Em Bogotá, o número de 12,8 homicídios por 100 mil habitantes, semelhante ao de Medellín, é próximo ao do Uruguai ou do Panamá e inferior ao da Guatemala e do próprio Brasil.

A Colômbia, então, deixou de ser um dos países mais violentos da América Latina. A violência diminuiu principalmente nas grandes cidades.

No entanto, na Colômbia é possível ver medidas que refletem um sentimento forte de insegurança, marcado por uma história traumática e, também, por uma enorme indústria de segurança particular.

·         ‘A guerra acabou, mas o crime não’

É difícil saber quais destas medidas são exclusivas da Colômbia.

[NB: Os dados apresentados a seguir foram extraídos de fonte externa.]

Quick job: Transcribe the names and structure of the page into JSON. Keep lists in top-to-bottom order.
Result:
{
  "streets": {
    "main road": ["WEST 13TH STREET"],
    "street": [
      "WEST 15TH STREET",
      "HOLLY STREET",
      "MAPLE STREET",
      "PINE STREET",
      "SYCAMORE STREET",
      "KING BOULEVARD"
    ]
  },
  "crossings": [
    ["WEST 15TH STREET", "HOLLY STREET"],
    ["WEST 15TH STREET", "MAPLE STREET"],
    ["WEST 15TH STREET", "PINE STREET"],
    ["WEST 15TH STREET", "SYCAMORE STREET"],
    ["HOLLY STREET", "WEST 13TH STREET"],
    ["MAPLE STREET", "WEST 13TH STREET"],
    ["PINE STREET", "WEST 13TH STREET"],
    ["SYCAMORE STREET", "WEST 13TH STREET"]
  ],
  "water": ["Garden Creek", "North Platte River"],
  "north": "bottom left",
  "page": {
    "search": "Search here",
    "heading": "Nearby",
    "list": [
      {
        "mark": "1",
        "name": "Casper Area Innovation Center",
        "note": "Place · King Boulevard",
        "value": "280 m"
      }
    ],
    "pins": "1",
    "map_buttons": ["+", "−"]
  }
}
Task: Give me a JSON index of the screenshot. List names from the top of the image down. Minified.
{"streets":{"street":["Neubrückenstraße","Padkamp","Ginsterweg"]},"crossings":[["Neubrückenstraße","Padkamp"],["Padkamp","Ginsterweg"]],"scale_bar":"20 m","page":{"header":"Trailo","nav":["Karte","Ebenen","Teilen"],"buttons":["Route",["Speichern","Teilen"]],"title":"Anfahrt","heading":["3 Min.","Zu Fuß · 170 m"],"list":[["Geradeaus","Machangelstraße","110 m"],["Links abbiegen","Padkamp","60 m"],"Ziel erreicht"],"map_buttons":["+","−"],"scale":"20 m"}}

A segurança pública é um problema em toda a América Latina e as soluções têm sido, em geral, as mesmas.

Cães de guarda e antiexplosivos, que nos casos de shopping centers vivem e dormem no mesmo prédio há anos, surgiram nas décadas de 80 e 90, quando as bombas dos traficantes de drogas, primeiro, e depois dos guerrilheiros, tornaram-se relativamente comuns nas cidades.

Cães de guarda também são comuns no México.

Em 2019, naquele país, foi oficializada e regulamentada a presença de soldados nas ruas para combater o crime. Na Colômbia isso ocorreu na década de 1970, em meio a uma onda de decretos presidenciais de emergência denominados “estado de sítio.”

Há também o exemplo da segurança privada, indústria que tanto no México como na Colômbia representam 1,5% do PIB e são as maiores da região, embora estes números não incluam a segurança privada informal, que pode ser tão grande ou maior que o mercado regularizado.

A indústria, em todo caso, conta com 800 empresas e 400 mil funcionários na Colômbia: seguranças, escoltas, motoristas, treinadores. É um quarto dos funcionários da Polícia Nacional.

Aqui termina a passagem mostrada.